Green's Playhouse
- Interactive map of Green's Playhouse
- Address: 126 Renfield Street Glasgow Scotland
- Owner: George Green Ltd
- Designation: Cinema Ballroom
- Current use: Demolished

Construction
- Opened: 15 September 1927
- Closed: 30 June 1973
- Years active: 46 Years
- Architect: John Fairweather

= Green's Playhouse =

Entertainment complex in Glasgow, Scotland

Green's Playhouse was an entertainment complex comprising a cinema, ballroom, tea rooms and other facilities. The Playhouse was at 126 Renfield Street, Glasgow, Scotland, commissioned by George Green Ltd, designed by the architect John Fairweather, and built by the Cinema Building Company. Opened in 1927, the Playhouse operated until the 1970s, a decline in audience numbers in the 1960s necessitated diversification as a music venue until closure in 1973. The building continued in use as the Apollo, after being acquired by Unicorn Leisure on a lease-holding arrangement, until final closure in 1985, with subsequent demolition in 1987.

==The Green family==

George Green, an apprentice watch-maker, the son of a cabinet-maker, came into ownership of a fairground carousel; from that solitary carousel he developed a number of travelling fairground shows. It is widely believed that along with Randall Williams, he was one of the original pioneers of the cinematograph on the fairgrounds in the UK. He had travelled to London in 1896 and purchased a theatrograph from Robert W. Paul, making its first appearance on the fairgrounds in 1898. Although Green travelled with several large shows, the most extravagant was the Theatre Unique, purchased in 1911 from George 'President' Kemp, who had previously purchased it from Orton & Spooner in 1908. The Theatre Unique was centred on a 104-key Marenghi fairground organ, housed in a truck chassis which opened out to form a 50 ft stage, complete with two carved gilded staircases flanked by four tall columns. The Theatre Unique was travelled throughout the fairgrounds during 1911 to 1914.

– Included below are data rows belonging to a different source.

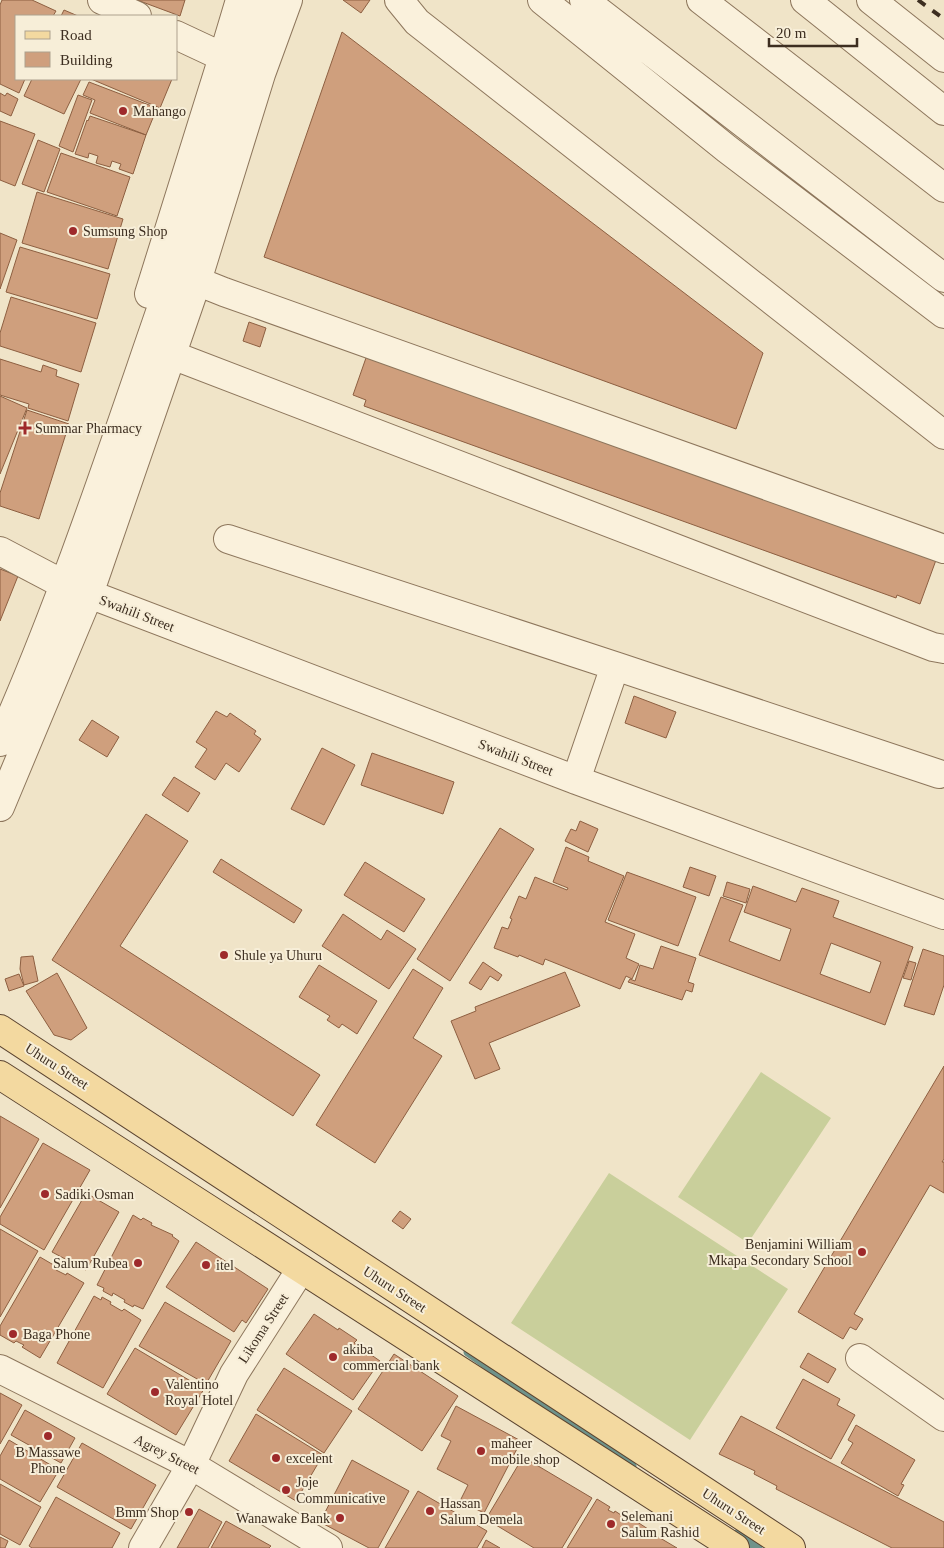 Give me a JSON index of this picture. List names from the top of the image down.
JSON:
{
  "streets": {
    "main road": ["Uhuru Street"],
    "street": ["Swahili Street", "Likoma Street", "Agrey Street"]
  },
  "crossings": [
    ["Likoma Street", "Agrey Street"]
  ],
  "places": {
    "other": [
      "Mahango",
      "Sumsung Shop",
      "Shule ya Uhuru",
      "Sadiki Osman",
      "Benjamini William Mkapa Secondary School",
      "Salum Rubea",
      "itel",
      "Baga Phone",
      "akiba commercial bank",
      "Valentino Royal Hotel",
      "B Massawe Phone",
      "maheer mobile shop",
      "excelent",
      "Joje Communicative",
      "Hassan Salum Demela",
      "Bmm Shop",
      "Wanawake Bank",
      "Selemani Salum Rashid"
    ],
    "health": ["Summar Pharmacy"]
  },
  "legend": ["Road", "Building"],
  "scale_bar": "20 m"
}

In 1914, Green established as an adjunct to the cinema business, Green's Film Service, a rental operation enabling cost-effectiveness in purchasing film reels outright for showing in the cinema chain and renting to other showmen / cinema operators. Green died in 1915, his sons, Fred (d. 1965) and Bert (d. 1982), with their mother and four sisters continued to expand the business. Offices in Glasgow and London were engaged in the renting of comedies, dramas and serials, with departments selling cinema projectors and printing publicity material including their own Green's Kinema Tatler magazine. An investment in Samson Films and the purchase of a rival's producing facilities gave the Green's the ability to produce their own films such as the Patriotic Porker (1916), for the War Office under the name of Green's Topical Productions. Their activities were developed further with a Scottish newsreel, The Scottish Moving Picture News, with a change of name in 1919 to British Moving Picture News, reverting in 1921 to the original name.

In the early 1920s, the Green's recognised the need to secure the best and latest films for their customers, a city-centre venue was required, they proceeded to purchase properties within the city block bounded by Renfrew Street, West Nile Street, Renfield Street and Renfrew Lane with the intention to construct the Green's Playhouse. The construction of which was to be a massive undertaking for a small family firm.

==Green's Playhouse==

===Design and construction===
Following a series of newspaper advertisements highlighting the comfort and strength of the building, Green's Playhouse, was opened on 15 September 1927 by George Green Ltd. The building was the culmination of four years' work by the Green family, originally travelling fairground showmen from Preston who had moved their business to Vinegar Hill, Gallowgate, Glasgow in the late 19th century. The architect, John Fairweather, specialised in cinema design and had previously designed Green's Picturedromes in Tollcross and Rutherglen. He toured America in 1922 to study cinema design, and submitted plans in 1925 which were approved. Construction commenced on a venue that would have a cinema, ballroom, tea rooms and other auxiliary facilities.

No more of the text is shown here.